For more than a week, Spain and, above all, Madrid have been mired in protests. There is widespread revulsion at the confidence and supply agreement between Prime Minister Pedro Sánchez (PSOE, left) and Catalan separatist leader Carles Puigdemont (Junts, center). 

  • Demonstrations against the agreement between the PSOE and Puigdemont, who lives in self-imposed exile in Belgium, have centered on Madrid’s Ferraz Street, home to PSOE headquarters. 

  • Last Sunday, nearly a million citizens gathered in the country’s main streets and squares. Some protesters, especially those from Vox (right), criticized the establishment right’s perceived pusillanimity and advocated for a general strike.

  • Before the last elections, which were held in July, the PSOE was avowedly anti-amnesty. However, Sánchez needs Junts’ MPs to be sworn in as prime minister. 

Between the Lines. The PSOE has tried to portray its agreement as a masterful exercise in statesmanship, but frankly, it has given in on practically all important matters. In order to remain in power, the party has renounced one of the few points of consensus among Spain’s “constitutional” (unionist) parties. 

  • The agreement’s defining feature is a general amnesty for the separatist leaders behind the 2017 independence referendum. This culminated in the declaration of a Catalan Republic, hence the charges of sedition and rebellion against separatist leaders.

  • The agreement recognizes Catalan leaders’ wish to retain 100% of the taxes collected by the region, forcing Madrid to subsidize Barcelona. In 2021, the region’s deficit amounted to €21.98 billion, or 9.6% of Catalan GDP. 

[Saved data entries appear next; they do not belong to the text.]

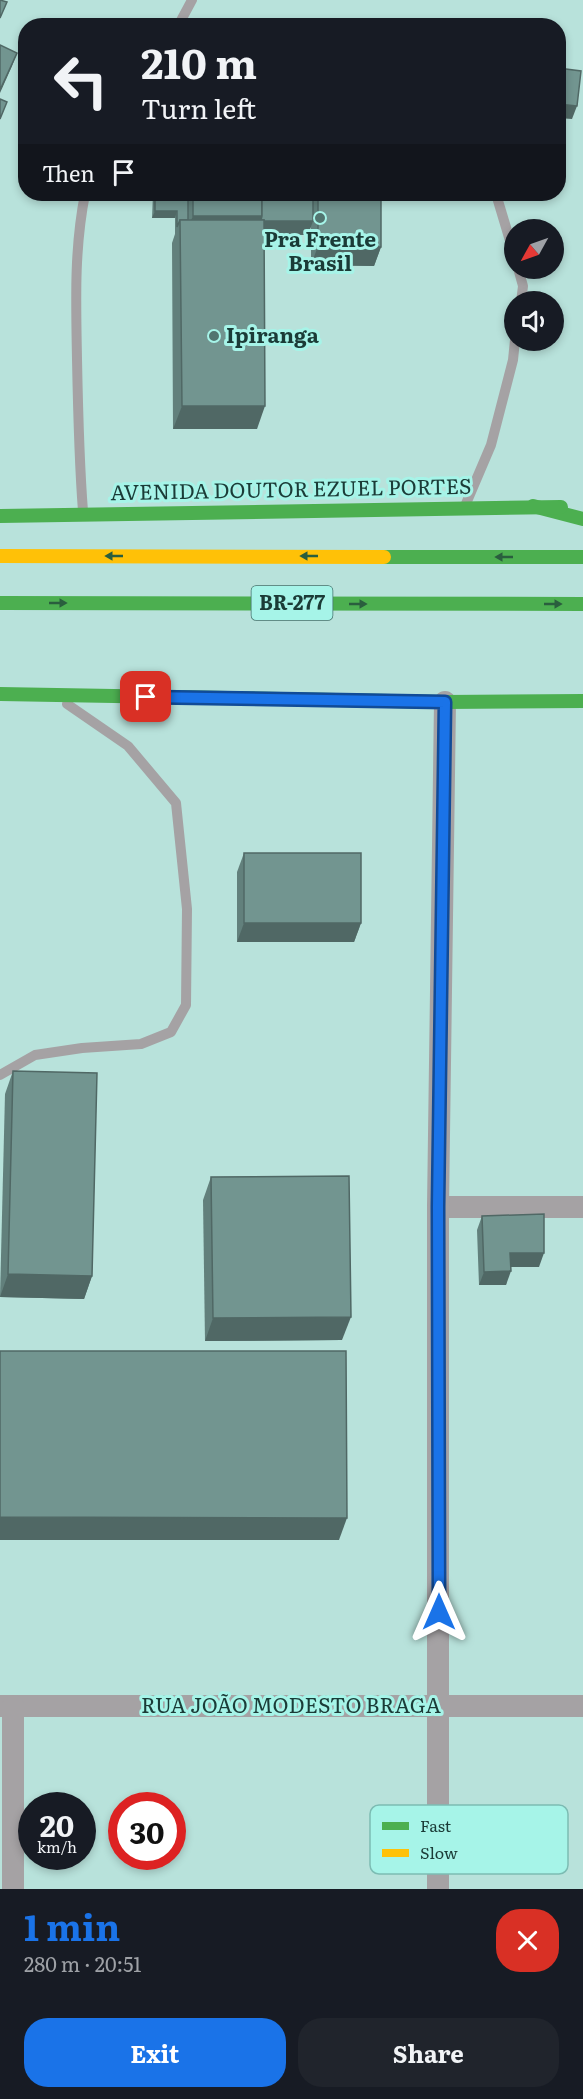 <!DOCTYPE html>
<html lang="en">
<head>
<meta charset="utf-8">
<style>
  body { margin:0; font-family:Literata,serif; background:#20242c; color:#f1f3f6; height:100vh; display:flex; flex-direction:column; font-size:22px; white-space:nowrap }
  * { box-sizing:border-box; margin:0 }
  p { font-size:20px; color:#9ea1a6 }
  .icon { flex:none; width:33px; height:33px; fill:none; stroke:currentColor; stroke-width:2; stroke-linecap:round; stroke-linejoin:round }
  .map { position:relative; height:1889px; overflow:hidden }
  .side { display:flex; flex-direction:column; background:#171b24; flex:1 }
  .side>* { flex:none }
  .top-card { position:absolute; left:18px; top:18px; width:548px; height:183px; border-radius:24px; box-shadow:0 3px 9px #0003; background:#171b24; color:#f1f3f6; overflow:hidden }
  .needle { width:39px; rotate:230deg }
  .fabs { position:absolute; left:504px; top:219px; display:grid; gap:12px }
  .fabs a { display:grid; place-items:center; width:60px; height:60px; border-radius:50%; background:#171b24; box-shadow:0 3px 9px #0003; font-size:30px }
  .speed { position:absolute; left:18px; top:1792px; display:flex; gap:12px; font-size:30px; font-weight:700; text-align:center }
  .speed>* { display:grid; place-content:center; width:78px; height:78px; border-radius:50%; background:#171b24; box-shadow:0 3px 9px #0003; line-height:1 }
  .speed small { font-size:15px; font-weight:400 }
  .speed .limit { border:9px solid #d22; background:#fff; color:#111 }
  .pin { position:absolute; display:grid; place-items:center; width:51px; height:51px; color:#fff; margin:-26px; border-radius:12px; box-shadow:0 3px 9px #0006 }
  .me { position:absolute; width:66px; margin:-33px; rotate:0deg; stroke-linejoin:round; filter:drop-shadow(0 0 4px #0008) }
  .turn { display:flex; align-items:center; gap:21px; height:126px; padding:0 24px; font-size:27px }
  .turn .icon { width:78px; height:78px; stroke-width:2.5 }
  .turn b { display:block; font-size:42px; line-height:51px }
  .then { display:flex; align-items:center; height:57px; padding:0 24px; background:#0003; gap:12px; font-size:22px }
  .round { display:grid; place-items:center; flex:none; width:63px; height:63px; border-radius:24px; background:#20242c }
  .head { display:flex; align-items:center; justify-content:space-between; height:102px; padding:0 24px }
  h1 { font-size:36px; font-weight:700; line-height:45px; color:#1a73e8 }
  .primary-button { display:flex; gap:12px; margin-top:auto; padding:12px 24px }
  .primary-button a { flex:1; height:69px; border-radius:24px; background:#1a73e8; color:#fff; font-size:24px; font-weight:700; line-height:69px; text-align:center }
  .primary-button a+a { background:#20242c; color:#f1f3f6 }
  .map>svg:first-child { display:block }
  .lines { fill:none; stroke-linecap:round; stroke-linejoin:round }
  .lane { stroke:#a5a2a4; stroke-width:10 }
  .street { stroke:#a5a2a4; stroke-width:22 }
  .fast { stroke:#4caf50; stroke-width:14 }
  .slow { stroke:#ffc107; stroke-width:14 }
  .wall { fill:#62807c }
  .shaded-wall { fill:#506865 }
  .building { fill:#729590; stroke:#506865; stroke-width:1.5 }
  .oneway { fill:#2a5e3e }
  .route-casing { stroke:#114b97; stroke-width:15 }
  .route { stroke:#1a73e8; stroke-width:10 }
  .poi-dot { fill:#527570; stroke:#a6f4e8; stroke-width:2 }
  .labels { text-anchor:middle; stroke-width:6; stroke-linejoin:round; paint-order:stroke }
  .shield { fill:#a6f4e8; stroke:#45726c; stroke-width:1.5 }
  .shield-label { font-size:20px; font-weight:bold; fill:#1b3b37 }
  .poi-label { font-size:21px; font-weight:bold; fill:#1b3b37; stroke:#a6f4e8 }
  .street-label { font-size:21px; fill:#1b3b37; stroke:#a6f4e8 }
  .key { fill:#a6f4e8; stroke:#7cbcb3; stroke-width:1.5 }
  .key-label { font-size:16px; fill:#1b3b37 }
</style>
</head>
<body>
<div class="map">
<svg width="583" height="1889" viewBox="0 0 583 1889">
  <rect width="100%" height="100%" fill="#b8e2db"/>
  <g class="lines">
    <g class="lane">
      <path d="M178,26L192,0"/>
      <path d="M496,194L514,254"/>
      <path d="M518,268L523,286L521,302"/>
      <path d="M465,506L491,445L513,360L515,340"/>
      <path d="M83,511C79,461 78,410 77,359C76,302 74,250 85,194"/>
      <path d="M0,1075L35,1055L82,1048L141,1044L171,1032L186,1005L187,909L176,803L128,746L67,704"/>
    </g>
    <g class="street">
      <path d="M438,1207H583"/>
      <path d="M0,1706H583"/>
      <path d="M13,1889V1706"/>
      <path d="M438,1889V1207L445,702"/>
    </g>
    <g class="fast">
      <path d="M533,506L583,519"/>
      <path d="M0,516L561,507"/>
      <path d="M384,557H583"/>
      <path d="M0,603L583,604"/>
      <path d="M0,694L445,702L583,701"/>
    </g>
    <path class="slow" d="M0,556L384,557"/>
  </g>
  <g class="wall">
    <path d="M153,194H381V247L374,266L311,265V226L308,235L264,234L257,429H173L172,243L175,234V218H152Z"/>
    <path d="M244,853L361,923L354,942H237V872Z"/>
    <path d="M13,1071L92,1276L84,1299L0,1297L5,1094Z"/>
    <path d="M211,1177L342,1340L205,1341L203,1200Z"/>
    <path d="M482,1216L539,1267H510L506,1285H479L477,1230Z"/>
  </g>
  <g class="shaded-wall">
    <path d="M17,53L12,66L0,93V90Z"/>
    <path d="M558,104L577,106L572,119L558,118Z"/>
    <path d="M155,211H177L175,218H152Z"/>
    <path d="M193,216H262L313,221L308,235L255,234L188,227Z"/>
    <path d="M318,246L381,247L374,266L311,265Z"/>
    <path d="M182,406H265L257,429H173Z"/>
    <path d="M244,923H361L354,942H237Z"/>
    <path d="M510,1253H544L539,1267H505Z"/>
    <path d="M511,1271L506,1285H479L484,1272Z"/>
    <path d="M8,1274L92,1276L84,1299L0,1297Z"/>
    <path d="M351,1317L342,1340L205,1341L213,1318Z"/>
    <path d="M0,1517L347,1518L339,1540H0Z"/>
  </g>
  <g class="building">
    <path d="M0,0L7,2L0,18Z"/>
    <path d="M0,45L17,53L0,90Z"/>
    <path d="M558,68L581,71L577,106L558,104Z"/>
    <path d="M0,99L7,102L0,119Z"/>
    <path d="M155,194H188V220H180L177,227V211H155Z"/>
    <rect x="193" y="194" width="69" height="22"/>
    <path d="M262,194H313V221H264V220H261L262,216Z"/>
    <path d="M318,194H381V247L318,246Z"/>
    <path d="M180,220H264L265,406H182Z"/>
    <rect x="244" y="853" width="117" height="70"/>
    <path d="M13,1071L97,1073L92,1276L8,1274Z"/>
    <path d="M349,1176L351,1317L213,1318L211,1177Z"/>
    <path d="M544,1214V1253H510L511,1271L484,1272L482,1216Z"/>
    <path d="M0,1351H346L347,1518L0,1517Z"/>
  </g>
  <defs><path id="oneway-solid" d="M-6-.8H1V-3.2L6.5 0L1 3.2V.8H-6Z" transform="scale(1.5)"/></defs>
  <g class="oneway">
    <use href="#oneway-solid" transform="translate(114 556) rotate(-180)"/>
    <use href="#oneway-solid" transform="translate(309 556) rotate(-180)"/>
    <use href="#oneway-solid" transform="translate(504 557) rotate(-180)"/>
    <use href="#oneway-solid" transform="translate(58 603)"/>
    <use href="#oneway-solid" transform="translate(358 604)"/>
    <use href="#oneway-solid" transform="translate(553 604)"/>
  </g>
  <g class="lines">
    <g class="route-casing">
      <path id="route" d="M146,697L445,702L438,1207L439,1612"/>
    </g>
    <use href="#route" class="route"/>
  </g>
  <g class="poi-dot">
    <circle cx="320" cy="218" r="6"/>
    <circle cx="214" cy="336" r="6"/>
  </g>
  <g class="labels">
    <rect class="shield" x="251.5" y="586" width="81" height="34" rx="4.5"/>
    <g class="shield-label">
      <text x="292" y="610">BR-277</text>
    </g>
    <g class="poi-label">
      <text x="320" y="247">Pra Frente<tspan x="320" dy="24">Brasil</tspan></text>
      <text x="226" y="343" text-anchor="start">Ipiranga</text>
    </g>
    <g class="street-label">
      <text transform="translate(291 490) rotate(-1)" y="7">AVENIDA DOUTOR EZUEL PORTES</text>
      <text x="291" y="1713">RUA JOÃO MODESTO BRAGA</text>
    </g>
  </g>
  <rect x="370" y="1805" width="198" height="69" rx="9" class="key"/>
  <rect x="382" y="1822" width="27" height="8" fill="#4caf50"/>
  <rect x="382" y="1849" width="27" height="8" fill="#ffc107"/>
  <g class="key-label">
    <text x="420" y="1832">Fast</text>
    <text x="420" y="1859">Slow</text>
  </g>
</svg>
<div class="fabs">
<a><svg class="needle" viewBox="-14 -14 28 28"><path d="M0-13l5 13h-10z" fill="#e53935"/><path d="M0 13l5-13h-10z" fill="#9ea1a6"/></svg></a>
<a><svg class="icon" aria-label="sound" viewBox="0 0 24 24"><path d="M4 9h4l5-4v14l-5-4H4zM17 9q2 3 0 6"/></svg></a>
</div>
<div class="speed"><div>20<small>km/h</small></div><div class="limit">30</div></div>
<div class="pin" style="left:146px;top:697px;background:#d93025"><svg class="icon" aria-label="arrive" viewBox="0 0 24 24"><path d="M6 21V4h12l-3 4 3 4H6"/></svg></div>
<svg class="me" style="left:439px;top:1612px" viewBox="-20 -20 40 40"><path d="M0-17L14 15 0 8-14 15z" fill="#1a73e8" stroke="#fff" stroke-width="4"/></svg>
<div class="top-card">
<div class="turn"><svg class="icon" aria-label="left" viewBox="0 0 24 24"><path d="M17 20v-9H6M10 6l-5 5 5 5"/></svg><div><b>210 m</b>Turn left</div></div>
<div class="then">Then<svg class="icon" aria-label="arrive" viewBox="0 0 24 24"><path d="M6 21V4h12l-3 4 3 4H6"/></svg></div>
</div>
</div>
<section class="side">
<div class="head"><div><h1>1 min</h1><p>280 m · 20:51</p></div><a class="round" style="background:#d93025;color:#fff"><svg class="icon" aria-label="close" viewBox="0 0 24 24"><path d="M6 6l12 12M18 6L6 18"/></svg></a></div>
<div class="primary-button"><a>Exit</a><a>Share</a></div>
</section>
</body>
</html>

  • Madrid will also partially forgive the autonomous communities’ debts. This ostensibly neutral policy delivers outsized benefits to Catalonia, Spain’s most indebted region; more than €15 billion will be forgiven under the jubilee.

Overview. Many of the amnesty’s opponents insist on its patently evident unconstitutionality, since the Constitution prohibits general pardons. These legal doubts are not expected to hinder the law’s enactment. 

  • The Constitutional Court (TC), the only body with the power to suppress the law once approved, is dominated by the left. 

  • It is rumored that the TC’s chief justice, Cándido Conde-Pumpido, is involved in drafting the law. Indeed, the magistrate was a prosecuter under former Prime Minister Zapatero, whose negotiations with ETA he lauded.

  • There is also no organic opposition within the PSOE. Emiliano García-Page, president of Castilla-La Mancha and an important party “baron,” has manifested his displeasure, but has refused to encourage an internal revolt. 

The Balance. The left, which swore never to offer an amnesty, now does so to maintain power, putting its control of the different branches of government to good use. This may embolden the Latin American left, which often takes Spain as a model of political praxis (and vice versa).

  • The European Union, which in theory serves as a guarantor of the legal order, has limited itself to “studying” the issue. It is extremely unlikely that Sánchez, with extensive contacts in Brussels, will be reprimanded. 

  • The right’s sole remaining strategy is that of head-on collision in the streets. The PP, until recently the hegemonic center-right party, controls the Senate and could delay, but not prevent, the law. 

  • There are, therefore, two options: either King Felipe VI refuses to sign the law, which is unlikely and would likely turn the PSOE into a republican force, or as Vox suggests, the right can call a general strike.